Índice de Cartas sobre la educación estética del hombreVigesimosexta cartaBiblioteca Virtual Antorcha

VIGESIMOSÉPTIMA CARTA

sobre la educación estética del hombre

de Friedrich Schiller

1 No temáis que la realidad y la verdad se vean afectadas en el caso de generalizarse el elevado concepto de la apariencia estética que he expuesto en la carta anterior. No se generalizará mientras el hombre siga siendo lo suficientemente inculto como para hacer un mal uso de este concepto; y, de generalizarse, sólo podría provenir de una cultura que a su vez hiciera imposible su mal uso. Aspirar a la apariencia autónoma exige más capacidad de abstracción, más libertad de corazón y más fuerza de voluntad de las que necesita el hombre para subsistir dentro de los límites de la realidad y, para alcanzar esa apariencia, el hombre ha de haber dejado tras de sí la realidad. ¡Qué mal aconsejado andaría, si pretendiera tomar el camino del ideal, para no tener que recorrer el de la realidad! Así pues, no habremos de temer que la realidad se vea perjudicada por la apariencia, tal como nosotros la interpretamos aquí; pero sí, mucho más, que la realidad perjudique a la apariencia. Encadenado a la materia, el hombre se sirve durante largo tiempo de la apariencia como de un medio para llevar a cabo sus fines, antes de concederle a ésta una personalidad propia en el arte del ideal. Para esto último es necesaria una revolución total de su sensiblidad, sin la cual ni siquiera se hallaría en el camino hacia el ideal. Por lo tanto, donde encontramos indicios de una apreciación libre y desinteresada de la pura apariencia, podemos deducir también una revolución de este tipo en la naturaleza humana, y el verdadero comienzo de la humanidad. Pero, de hecho, encontramos indicios de ella ya en los primeros y toscos intentos que el hombre hace para embellecer su ser, arriesgándose incluso a empeorar con ello su componente sensible. Tan pronto como comienza a preferir la forma a la materia, y se atreve a dar realidad a la apariencia (que sin embargo debe reconocer como tal), rebasa los límites de su esfera animal y se encuentra ya en medio de una senda sin término.

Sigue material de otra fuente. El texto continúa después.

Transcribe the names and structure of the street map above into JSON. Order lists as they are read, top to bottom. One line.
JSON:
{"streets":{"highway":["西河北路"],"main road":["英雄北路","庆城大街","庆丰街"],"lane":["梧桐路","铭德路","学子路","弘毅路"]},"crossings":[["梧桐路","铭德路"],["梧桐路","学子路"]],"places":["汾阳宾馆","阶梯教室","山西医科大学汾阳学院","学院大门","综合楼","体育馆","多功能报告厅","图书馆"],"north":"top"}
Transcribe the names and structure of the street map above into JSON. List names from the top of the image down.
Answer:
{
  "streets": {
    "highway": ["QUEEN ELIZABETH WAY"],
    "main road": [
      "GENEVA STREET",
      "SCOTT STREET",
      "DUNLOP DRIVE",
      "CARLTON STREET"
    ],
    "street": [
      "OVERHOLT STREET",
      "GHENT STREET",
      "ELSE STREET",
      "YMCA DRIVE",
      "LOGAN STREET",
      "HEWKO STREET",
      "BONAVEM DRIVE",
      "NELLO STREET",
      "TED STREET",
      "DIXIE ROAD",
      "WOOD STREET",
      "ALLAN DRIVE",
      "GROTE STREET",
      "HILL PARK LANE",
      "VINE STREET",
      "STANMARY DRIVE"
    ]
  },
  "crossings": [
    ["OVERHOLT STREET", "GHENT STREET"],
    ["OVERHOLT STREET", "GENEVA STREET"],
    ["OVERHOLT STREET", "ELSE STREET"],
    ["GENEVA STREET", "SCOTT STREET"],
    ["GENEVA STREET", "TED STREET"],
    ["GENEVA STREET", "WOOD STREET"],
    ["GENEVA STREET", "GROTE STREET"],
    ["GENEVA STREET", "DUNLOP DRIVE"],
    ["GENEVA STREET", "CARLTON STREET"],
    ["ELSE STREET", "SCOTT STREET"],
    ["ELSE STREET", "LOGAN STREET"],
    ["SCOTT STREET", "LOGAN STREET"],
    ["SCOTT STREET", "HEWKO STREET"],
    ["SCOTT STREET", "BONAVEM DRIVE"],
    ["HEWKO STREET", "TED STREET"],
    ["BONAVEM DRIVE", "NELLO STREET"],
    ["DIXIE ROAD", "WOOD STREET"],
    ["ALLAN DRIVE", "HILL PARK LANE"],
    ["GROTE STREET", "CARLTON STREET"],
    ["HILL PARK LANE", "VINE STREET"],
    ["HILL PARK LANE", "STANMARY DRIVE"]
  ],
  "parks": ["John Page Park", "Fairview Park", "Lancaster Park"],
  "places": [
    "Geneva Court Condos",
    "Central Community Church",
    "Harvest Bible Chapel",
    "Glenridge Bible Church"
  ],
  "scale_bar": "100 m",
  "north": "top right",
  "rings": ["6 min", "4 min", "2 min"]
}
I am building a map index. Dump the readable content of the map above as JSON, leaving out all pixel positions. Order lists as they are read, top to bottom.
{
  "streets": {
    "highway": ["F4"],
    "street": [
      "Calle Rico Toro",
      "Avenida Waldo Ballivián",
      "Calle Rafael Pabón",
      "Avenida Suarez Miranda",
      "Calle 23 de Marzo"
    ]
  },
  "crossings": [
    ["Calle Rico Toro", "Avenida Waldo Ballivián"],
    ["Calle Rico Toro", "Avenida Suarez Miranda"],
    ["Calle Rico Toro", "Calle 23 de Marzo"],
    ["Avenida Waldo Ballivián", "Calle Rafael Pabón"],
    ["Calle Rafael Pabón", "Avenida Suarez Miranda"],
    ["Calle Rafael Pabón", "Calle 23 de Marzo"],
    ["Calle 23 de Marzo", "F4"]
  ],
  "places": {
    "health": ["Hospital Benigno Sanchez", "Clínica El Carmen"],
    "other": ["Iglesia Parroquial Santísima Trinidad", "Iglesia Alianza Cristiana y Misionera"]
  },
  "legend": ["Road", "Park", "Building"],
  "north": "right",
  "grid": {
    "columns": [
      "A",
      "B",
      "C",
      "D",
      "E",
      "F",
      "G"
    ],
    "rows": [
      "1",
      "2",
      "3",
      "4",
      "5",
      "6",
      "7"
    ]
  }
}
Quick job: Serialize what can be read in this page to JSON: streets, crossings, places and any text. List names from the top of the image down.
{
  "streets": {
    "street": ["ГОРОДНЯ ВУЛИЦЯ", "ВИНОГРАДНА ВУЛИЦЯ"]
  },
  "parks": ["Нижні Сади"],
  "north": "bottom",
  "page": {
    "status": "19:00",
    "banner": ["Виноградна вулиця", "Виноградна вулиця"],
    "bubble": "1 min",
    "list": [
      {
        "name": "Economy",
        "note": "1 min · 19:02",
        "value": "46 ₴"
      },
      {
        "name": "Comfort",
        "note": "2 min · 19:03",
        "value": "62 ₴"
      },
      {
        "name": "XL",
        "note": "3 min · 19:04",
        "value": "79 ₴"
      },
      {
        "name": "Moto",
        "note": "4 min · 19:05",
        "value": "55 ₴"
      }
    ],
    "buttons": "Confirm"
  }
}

2 No contento sólo con aquello que satisface a su naturaleza y a sus necesidades, exige cada vez más; al principio empieza por exigir tan sólo algo más que simple materia, un añadido estético, para satisfacer también su impulso formal y para prolongar el placer más allá de esa necesidad. Mientras hace acopio de provisiones para un uso futuro, imaginándose por adelantado el goce que tendrá en ellas, va más allá del momento presente, pero sin salirse del tiempo; goza más, pero no de un modo distinto. En cambio, implicando la forma en su placer, poniendo atención a la forma de los objetos que satisfacen sus apetitos, no sólo prolonga e intensifica su placer, sino que también lo ennoblece.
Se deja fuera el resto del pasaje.